Cleveland-based nonprofit uses hip-hop as mental health tool
A mental health awareness nonprofit organization is using hip-hop to bridge the gap between mental health struggles in Black and Brown communities and music as a healing tool.
Peel Dem Layers Back, founded in 2016, cites the organization’s mission as realizing, “a world where Black Men and Boys are able to creatively cope with trauma, positively express emotions and foster community with others through healthy relationships with self, partner, family and protective relationships with the world,” according to the group’s website.
Hip-hop artist and mental health advocate Archie Green founded the nonprofit organization with the intention of destigmatizing mental health in Black and Brown kids.
“A lot of times Black youth are ignored. They want to feel validated, they want to feel heard,” said Green.
Green’s own personal experience informed his desire to start the nonprofit. Unsure if therapy was geared for him as a Black male, Green said he used music to diffuse his pain.
“I channeled my pain into my art,” he said.

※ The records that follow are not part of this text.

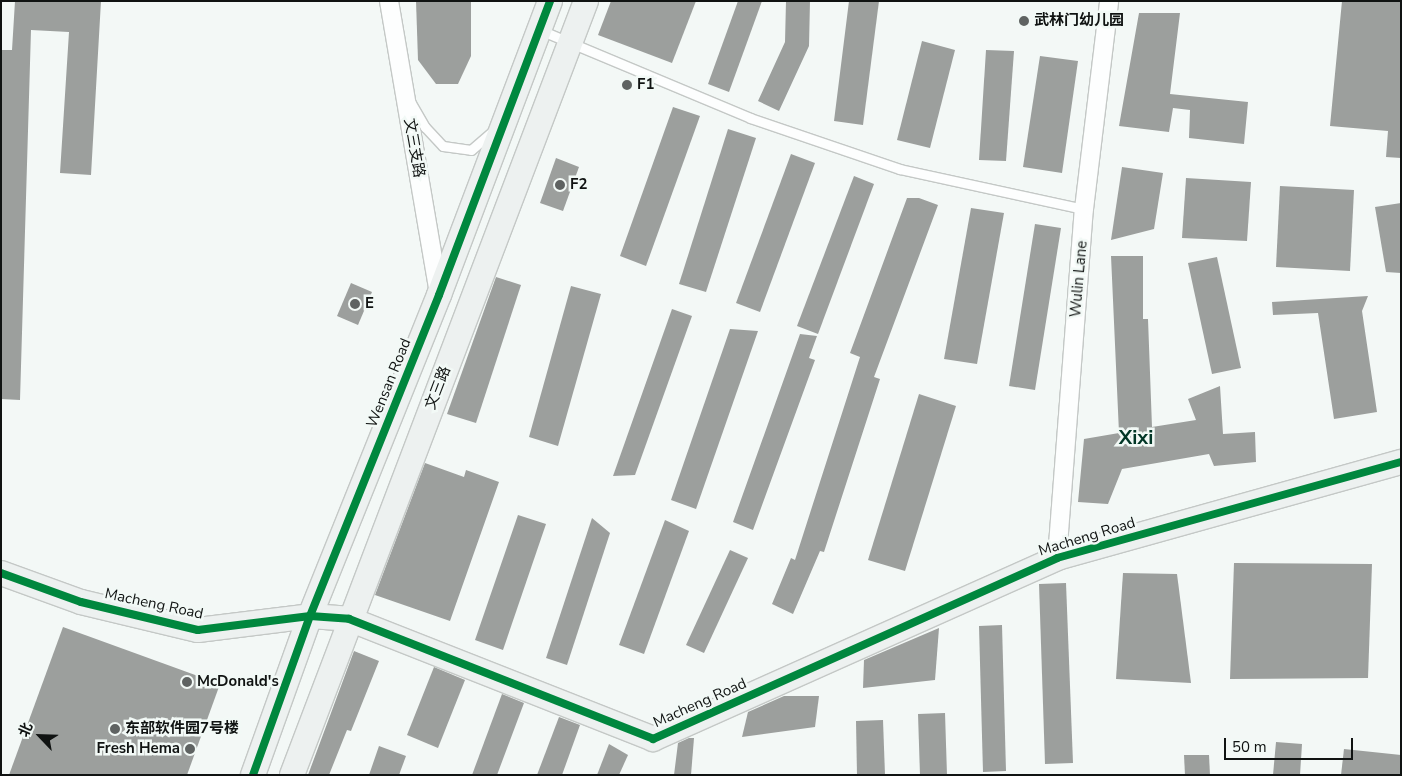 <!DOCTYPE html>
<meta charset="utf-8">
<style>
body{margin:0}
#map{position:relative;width:1402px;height:776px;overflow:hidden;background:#f3f8f6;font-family:"Nunito Sans","Noto Sans SC",sans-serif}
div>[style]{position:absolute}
.building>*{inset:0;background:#9c9f9d}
.roads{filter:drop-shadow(1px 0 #c4c8c6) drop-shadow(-1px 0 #c4c8c6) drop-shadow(0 1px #c4c8c6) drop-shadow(0 -1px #c4c8c6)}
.lane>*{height:9px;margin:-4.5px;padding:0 4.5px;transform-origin:4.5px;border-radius:4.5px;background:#fdfefe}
.street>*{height:18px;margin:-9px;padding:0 9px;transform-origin:9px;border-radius:9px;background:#fdfefe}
.secondary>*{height:24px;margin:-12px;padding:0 12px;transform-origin:12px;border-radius:12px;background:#edf1f0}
.cycleway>*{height:8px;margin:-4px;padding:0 4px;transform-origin:4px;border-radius:4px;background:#00873e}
.dots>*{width:14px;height:14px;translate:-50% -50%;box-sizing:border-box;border:2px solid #f2f9f6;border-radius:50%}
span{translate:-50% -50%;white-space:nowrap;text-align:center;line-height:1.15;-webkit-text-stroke:5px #f2f9f6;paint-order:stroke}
.poi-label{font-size:15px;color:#101312;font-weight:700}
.left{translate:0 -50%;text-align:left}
.right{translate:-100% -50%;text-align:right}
.street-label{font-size:15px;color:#101312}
.district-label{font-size:20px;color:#013626;font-weight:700}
.frame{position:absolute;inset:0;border:2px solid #101312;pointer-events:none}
.north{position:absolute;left:15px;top:711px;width:50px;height:50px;-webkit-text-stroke:4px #f2f9f6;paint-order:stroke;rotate:294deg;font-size:14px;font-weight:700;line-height:20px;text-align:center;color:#101312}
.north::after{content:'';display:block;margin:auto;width:18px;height:22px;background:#101312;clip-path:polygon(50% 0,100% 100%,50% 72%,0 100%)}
.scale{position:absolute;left:1224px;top:738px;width:129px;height:22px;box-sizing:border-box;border:2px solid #101312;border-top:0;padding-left:6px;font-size:15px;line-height:18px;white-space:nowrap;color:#101312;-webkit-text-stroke:4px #f2f9f6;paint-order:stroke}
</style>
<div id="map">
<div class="building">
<div style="clip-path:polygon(15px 1px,101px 1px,91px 175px,60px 173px,69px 32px,31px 30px,20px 400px,1px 399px,1px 50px,12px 50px)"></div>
<div style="clip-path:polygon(416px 1px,471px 1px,471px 56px,458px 84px,436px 84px,418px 60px)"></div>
<div style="clip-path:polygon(611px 1px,696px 1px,672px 63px,598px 35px)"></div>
<div style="clip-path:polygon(738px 1px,762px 1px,729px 92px,708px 84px)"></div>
<div style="clip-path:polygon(786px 1px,810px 1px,809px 46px,779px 111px,758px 101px,785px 42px)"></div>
<div style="clip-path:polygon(849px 1px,879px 1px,863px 125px,834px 121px)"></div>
<div style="clip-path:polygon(1342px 1px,1401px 1px,1401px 158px,1386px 157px,1388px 131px,1330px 126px)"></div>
<div style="clip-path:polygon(1139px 13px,1180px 13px,1170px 94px,1248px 102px,1244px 144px,1189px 138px,1190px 110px,1173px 108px,1169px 132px,1119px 126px)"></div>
<div style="clip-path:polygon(922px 41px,955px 50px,930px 148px,897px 140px)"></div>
<div style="clip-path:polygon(986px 50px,1014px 51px,1006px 161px,979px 160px)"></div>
<div style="clip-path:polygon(1040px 56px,1078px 61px,1062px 173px,1023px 167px)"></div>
<div style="clip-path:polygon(673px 107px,700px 116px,646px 266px,620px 256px)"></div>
<div style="clip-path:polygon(728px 129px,756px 138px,706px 292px,679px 284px)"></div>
<div style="clip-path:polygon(791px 154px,815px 163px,760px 312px,736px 303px)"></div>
<div style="clip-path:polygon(556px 158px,579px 167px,563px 211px,540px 203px)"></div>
<div style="clip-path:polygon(1122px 167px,1163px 173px,1154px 229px,1111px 240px)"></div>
<div style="clip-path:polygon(854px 176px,874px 184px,818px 334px,797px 326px)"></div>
<div style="clip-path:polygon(1186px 178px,1251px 182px,1247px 241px,1182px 238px)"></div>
<div style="clip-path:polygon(1280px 186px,1354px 190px,1350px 271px,1276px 267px)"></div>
<div style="clip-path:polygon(907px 198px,919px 198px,938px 205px,874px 377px,880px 379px,824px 552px,820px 551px,793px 614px,772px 604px,791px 558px,795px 560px,860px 357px,850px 353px)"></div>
<div style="clip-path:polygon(1401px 203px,1401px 273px,1386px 272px,1375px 207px)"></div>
<div style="clip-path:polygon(971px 208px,1004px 213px,977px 364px,944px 359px)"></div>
<div style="clip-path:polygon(1035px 224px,1061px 228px,1035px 390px,1009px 386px)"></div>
<div style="clip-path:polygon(1111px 256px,1143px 256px,1143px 319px,1148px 319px,1152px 427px,1196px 420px,1188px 399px,1220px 386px,1223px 434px,1255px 432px,1256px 462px,1214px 466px,1209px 454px,1122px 469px,1108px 504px,1078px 502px,1084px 439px,1119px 433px)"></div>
<div style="clip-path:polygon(1217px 257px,1241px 368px,1212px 374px,1188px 263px)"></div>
<div style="clip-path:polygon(496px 277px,521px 285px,476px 423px,447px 414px)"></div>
<div style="clip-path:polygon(351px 283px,372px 292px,358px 325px,337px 316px)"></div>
<div style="clip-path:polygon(571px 286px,601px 294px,558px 446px,529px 437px)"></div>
<div style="clip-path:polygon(1368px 296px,1362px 311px,1377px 412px,1334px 419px,1318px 313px,1273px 315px,1272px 302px)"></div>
<div style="clip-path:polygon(672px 309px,692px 316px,635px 475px,613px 476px)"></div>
<div style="clip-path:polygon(730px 329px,758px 331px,696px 509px,671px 500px)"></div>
<div style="clip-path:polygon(800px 334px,817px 336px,809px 358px,815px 360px,753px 530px,733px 522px)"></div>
<div style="clip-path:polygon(919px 394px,956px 406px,905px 571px,868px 560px)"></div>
<div style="clip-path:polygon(425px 463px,464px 477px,466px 470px,499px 482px,450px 621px,375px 595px)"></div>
<div style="clip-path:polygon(518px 515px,546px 524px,503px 650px,475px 640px)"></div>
<div style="clip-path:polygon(592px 518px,610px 533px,567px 665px,546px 658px)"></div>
<div style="clip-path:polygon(665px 520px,689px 531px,644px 654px,619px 645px)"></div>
<div style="clip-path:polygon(730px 550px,748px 558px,704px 653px,686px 645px)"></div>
<div style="clip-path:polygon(1234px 563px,1372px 564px,1368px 678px,1230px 679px)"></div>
<div style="clip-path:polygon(1123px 573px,1177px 574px,1191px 683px,1116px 679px)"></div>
<div style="clip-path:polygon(1066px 583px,1073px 763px,1045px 764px,1039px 584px)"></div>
<div style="clip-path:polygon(1002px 625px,1006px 771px,983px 772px,979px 626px)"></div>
<div style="clip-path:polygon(63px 627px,220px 684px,187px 775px,9px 775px)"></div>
<div style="clip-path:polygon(939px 628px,935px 680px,863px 688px,864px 660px)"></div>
<div style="clip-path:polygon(354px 651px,379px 661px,351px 731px,347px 730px,329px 775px,308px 775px)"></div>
<div style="clip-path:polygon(434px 667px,465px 680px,438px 748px,407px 735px)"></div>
<div style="clip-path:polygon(502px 694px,524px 703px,497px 775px,472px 775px)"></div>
<div style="clip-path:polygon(784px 696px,819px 696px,815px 727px,742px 737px,748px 712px)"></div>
<div style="clip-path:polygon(945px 713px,947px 775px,920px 775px,918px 714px)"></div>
<div style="clip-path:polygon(559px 717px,580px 725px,562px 775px,537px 775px)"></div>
<div style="clip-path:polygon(883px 720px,885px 775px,857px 775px,856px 721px)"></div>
<div style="clip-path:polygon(689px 738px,694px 738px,691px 775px,674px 775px,678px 743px)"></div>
<div style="clip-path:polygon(1276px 742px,1302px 744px,1300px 775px,1273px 775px)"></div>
<div style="clip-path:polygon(609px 744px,628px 755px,619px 775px,597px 775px)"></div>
<div style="clip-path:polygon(379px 746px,406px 756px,399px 775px,369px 775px)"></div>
<div style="clip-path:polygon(1344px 749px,1401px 755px,1401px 775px,1341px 775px)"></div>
<div style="clip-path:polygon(1184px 755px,1209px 755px,1210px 775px,1185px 775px)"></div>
</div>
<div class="roads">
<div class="lane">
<div style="left:540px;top:30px;width:228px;rotate:22.7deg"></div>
<div style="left:750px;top:118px;width:158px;rotate:18.8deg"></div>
<div style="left:900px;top:169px;width:188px;rotate:12.3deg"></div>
<div style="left:411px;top:103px;width:28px;rotate:60deg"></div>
<div style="left:425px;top:127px;width:26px;rotate:47deg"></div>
<div style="left:443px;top:146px;width:28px;rotate:8deg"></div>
<div style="left:471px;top:150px;width:30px;rotate:-41deg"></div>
</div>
<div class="street">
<div style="left:389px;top:1px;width:297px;rotate:80.3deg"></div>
<div style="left:1057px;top:558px;width:350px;rotate:-85.6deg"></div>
<div style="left:1084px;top:209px;width:209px;rotate:-83.1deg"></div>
</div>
<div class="secondary">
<div style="left:1px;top:573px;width:85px;rotate:19.9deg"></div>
<div style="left:81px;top:602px;width:120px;rotate:13.5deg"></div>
<div style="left:198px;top:630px;width:113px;rotate:-7.1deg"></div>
<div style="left:310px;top:616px;width:39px;rotate:4deg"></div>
<div style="left:349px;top:619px;width:327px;rotate:21.5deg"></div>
<div style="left:653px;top:739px;width:443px;rotate:-24.1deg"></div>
<div style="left:1057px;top:558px;width:357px;rotate:-15.6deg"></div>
<div style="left:253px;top:775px;width:169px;rotate:-70.3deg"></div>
<div style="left:310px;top:616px;width:346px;rotate:-68.1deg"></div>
<div style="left:439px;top:295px;width:314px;rotate:-69.3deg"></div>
<div style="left:292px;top:775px;width:828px;rotate:-69.2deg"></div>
</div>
</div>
<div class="cycleway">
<div style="left:1px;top:573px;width:85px;rotate:19.9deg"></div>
<div style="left:81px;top:602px;width:120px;rotate:13.5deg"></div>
<div style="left:198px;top:630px;width:113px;rotate:-7.1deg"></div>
<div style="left:310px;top:616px;width:39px;rotate:4deg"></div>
<div style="left:349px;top:619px;width:327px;rotate:21.5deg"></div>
<div style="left:653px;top:739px;width:443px;rotate:-24.1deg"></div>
<div style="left:1057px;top:558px;width:357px;rotate:-15.6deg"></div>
<div style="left:253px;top:775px;width:169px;rotate:-70.3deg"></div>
<div style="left:310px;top:616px;width:346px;rotate:-68.1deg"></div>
<div style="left:439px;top:295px;width:314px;rotate:-69.3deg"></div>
</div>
<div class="dots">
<div style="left:1024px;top:21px;background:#5f6362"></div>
<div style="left:627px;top:85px;background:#5f6362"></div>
<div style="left:560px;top:185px;background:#5f6362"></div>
<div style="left:355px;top:304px;background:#5f6362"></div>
<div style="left:187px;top:682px;background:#5f6362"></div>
<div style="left:115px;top:729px;background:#5f6362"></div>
<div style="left:190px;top:749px;background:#5f6362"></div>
</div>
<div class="poi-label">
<span class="left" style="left:1034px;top:21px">武林门幼儿园</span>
<span class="left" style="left:637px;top:85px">F1</span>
<span class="left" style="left:570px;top:185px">F2</span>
<span class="left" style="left:365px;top:304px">E</span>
<span class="left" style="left:197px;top:682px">McDonald's</span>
<span class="left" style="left:125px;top:729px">东部软件园7号楼</span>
<span class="right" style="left:180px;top:749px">Fresh Hema</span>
</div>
<div class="street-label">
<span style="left:414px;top:148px;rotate:80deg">文三支路</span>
<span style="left:1079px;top:279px;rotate:-85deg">Wulin Lane</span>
<span style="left:389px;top:383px;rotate:-68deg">Wensan Road</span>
<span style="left:438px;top:388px;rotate:-69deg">文三路</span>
<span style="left:1087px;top:537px;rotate:-17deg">Macheng Road</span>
<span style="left:154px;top:604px;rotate:12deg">Macheng Road</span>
<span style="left:700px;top:703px;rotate:-24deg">Macheng Road</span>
</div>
<div class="district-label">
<span style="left:1136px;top:437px">Xixi</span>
</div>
<div class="frame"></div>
<div class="north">北</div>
<div class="scale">50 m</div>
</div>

In an effort to elevate the voices of Black and Brown youth feeling similarly, Green conceived a musically focused approach.
Cope Dealer, a program offered by Peel Dem Layers Back, is a 10-week program that offers a safe space for kids to create their own original music as a way to open up pathways for communities in need of mental health resources. The program eventually formed the foundations of a new group.
The Cope Kingz, a group of four young men who create music together via the organization, work under the tutelage of Green.
“I honestly didn't know how to attack depression, so I would keep a persona that pleases everyone else,” said K’Vyayre Hill, 19-year-old member of Cope Kingz. Hill said he was hesitant at the start of the program as he had done therapy and counseling before but “it didn’t hit home.”
That perspective changed when he met Green. “It was like he was my brother,” said Hill.
According to another member of Cope Kingz, Tahj Banks, 19, the music they make comes from a place of vulnerability.
“We all made these songs when we were in a tough spot,” said Banks. “Everything we speak of is from the heart and from the soul.”
Less than half of young African Americans -- 41.8% -- between the ages of 18-25 received treatment for "serious mental illness" according to the 2018 National Survey on Drug Use and Health.
Outside of music, the program also offers additional mental health resources from licensed social workers like Ivan Conard. Conard said hip-hop can play an integral role in therapy.
“[Hip-hop] becomes a vehicle or catalyst to say, 'Hey, when you were feeling this way, what is a way to manage that emotion?'”
Music offers a more accessible path to mental health treatment, according to Green.
“It doesn’t feel as awkward,” he said. “It feels like something I can have a connection with."